▶ **Dataset extract**
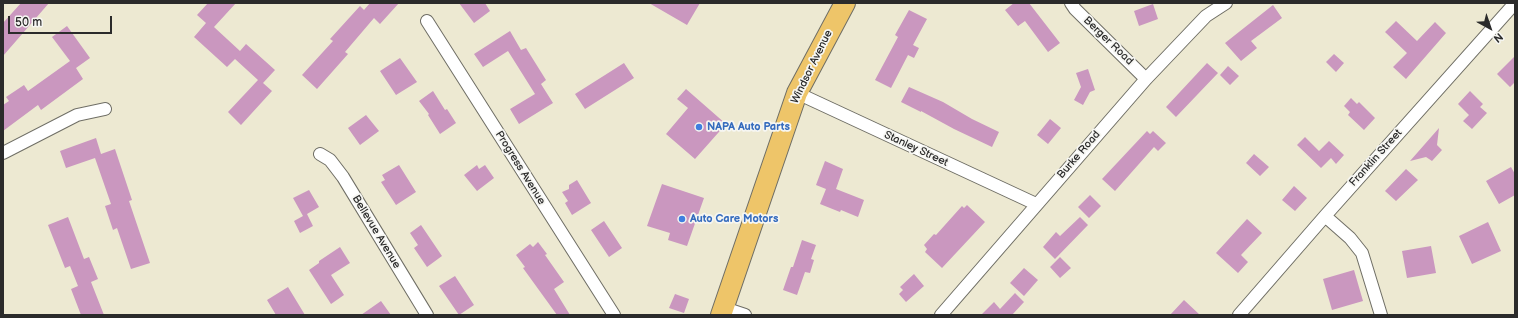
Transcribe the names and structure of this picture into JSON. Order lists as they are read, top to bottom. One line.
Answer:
{"streets":{"main road":["Windsor Avenue"],"street":["Berger Road","Stanley Street","Burke Road","Franklin Street","Progress Avenue","Bellevue Avenue"]},"crossings":[["Berger Road","Burke Road"],["Windsor Avenue","Stanley Street"],["Stanley Street","Burke Road"]],"places":["NAPA Auto Parts","Auto Care Motors"],"scale_bar":"50 m","north":"bottom right"}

▶ **What you will do**
The result should be an exact copy of the material, containing no pictures.

▶ **Output for this task**
Transcribe the names and structure of this picture into JSON. Order lists as they are read, top to bottom. One line.
Answer:
{"streets":{"main road":["Windsor Avenue"],"street":["Berger Road","Stanley Street","Burke Road","Franklin Street","Progress Avenue","Bellevue Avenue"]},"crossings":[["Berger Road","Burke Road"],["Windsor Avenue","Stanley Street"],["Stanley Street","Burke Road"]],"places":["NAPA Auto Parts","Auto Care Motors"],"scale_bar":"50 m","north":"bottom right"}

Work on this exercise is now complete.